• Data section:
-=-=-

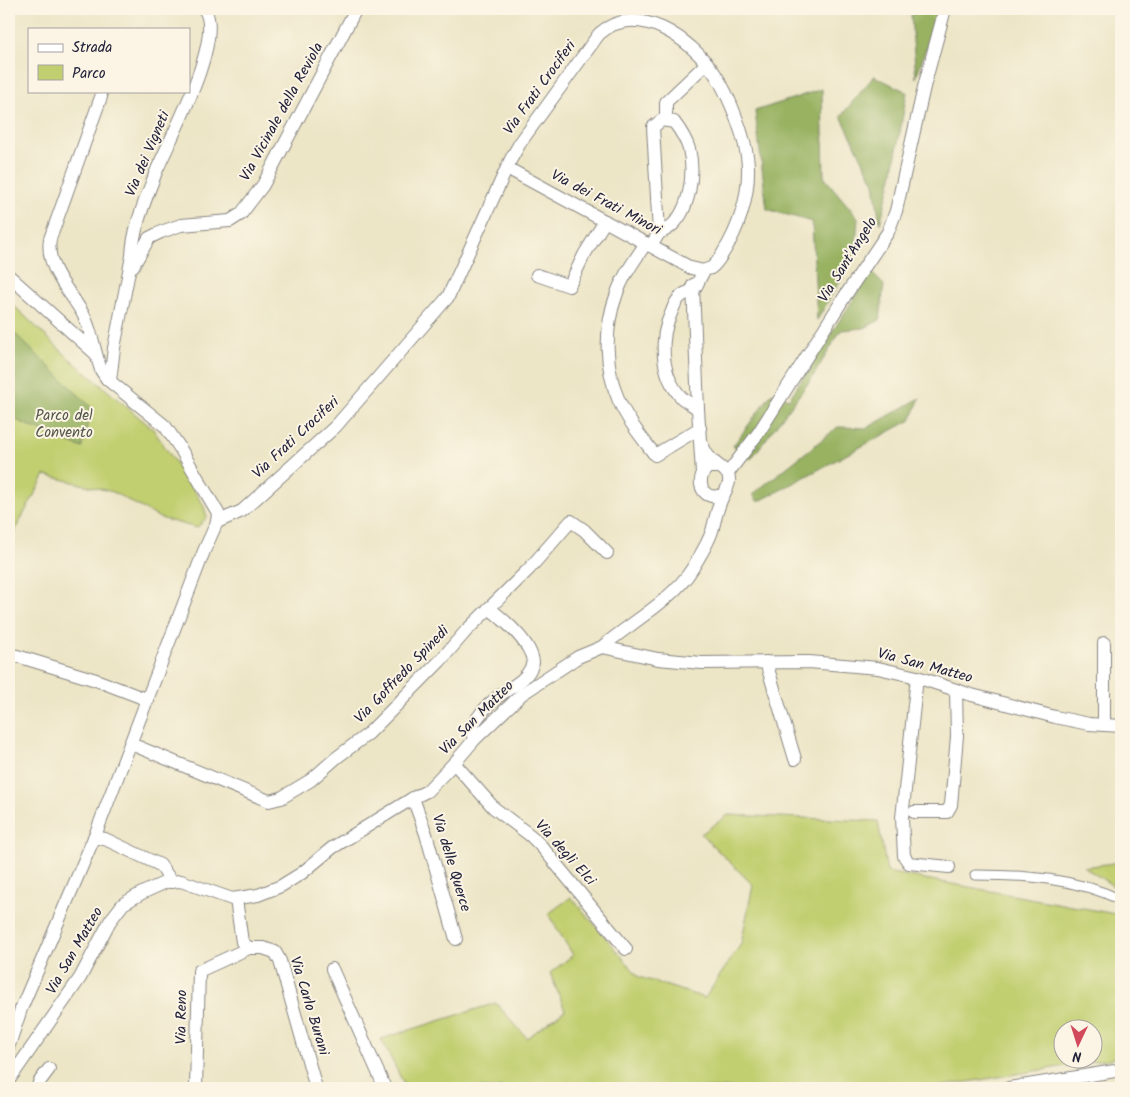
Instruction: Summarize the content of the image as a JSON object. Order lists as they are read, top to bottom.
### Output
{
  "streets": {
    "street": [
      "Via Frati Crociferi",
      "Via Vicinale della Reviola",
      "Via dei Vigneti",
      "Via dei Frati Minori",
      "Via Sant'Angelo",
      "Via San Matteo",
      "Via Goffredo Spinedi",
      "Via degli Elci",
      "Via delle Querce",
      "Via Carlo Burani",
      "Via Reno"
    ]
  },
  "crossings": [
    ["Via Frati Crociferi", "Via dei Frati Minori"],
    ["Via Vicinale della Reviola", "Via dei Vigneti"],
    ["Via Sant'Angelo", "Via San Matteo"],
    ["Via San Matteo", "Via degli Elci"],
    ["Via San Matteo", "Via delle Querce"],
    ["Via Carlo Burani", "Via Reno"]
  ],
  "parks": ["Parco del Convento"],
  "legend": ["Strada", "Parco"],
  "north": "bottom"
}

-=-=-

Everything in the material must be duplicated exactly, except the pictures.

• Response to the task:
Instruction: Summarize the content of the image as a JSON object. Order lists as they are read, top to bottom.
### Output
{
  "streets": {
    "street": [
      "Via Frati Crociferi",
      "Via Vicinale della Reviola",
      "Via dei Vigneti",
      "Via dei Frati Minori",
      "Via Sant'Angelo",
      "Via San Matteo",
      "Via Goffredo Spinedi",
      "Via degli Elci",
      "Via delle Querce",
      "Via Carlo Burani",
      "Via Reno"
    ]
  },
  "crossings": [
    ["Via Frati Crociferi", "Via dei Frati Minori"],
    ["Via Vicinale della Reviola", "Via dei Vigneti"],
    ["Via Sant'Angelo", "Via San Matteo"],
    ["Via San Matteo", "Via degli Elci"],
    ["Via San Matteo", "Via delle Querce"],
    ["Via Carlo Burani", "Via Reno"]
  ],
  "parks": ["Parco del Convento"],
  "legend": ["Strada", "Parco"],
  "north": "bottom"
}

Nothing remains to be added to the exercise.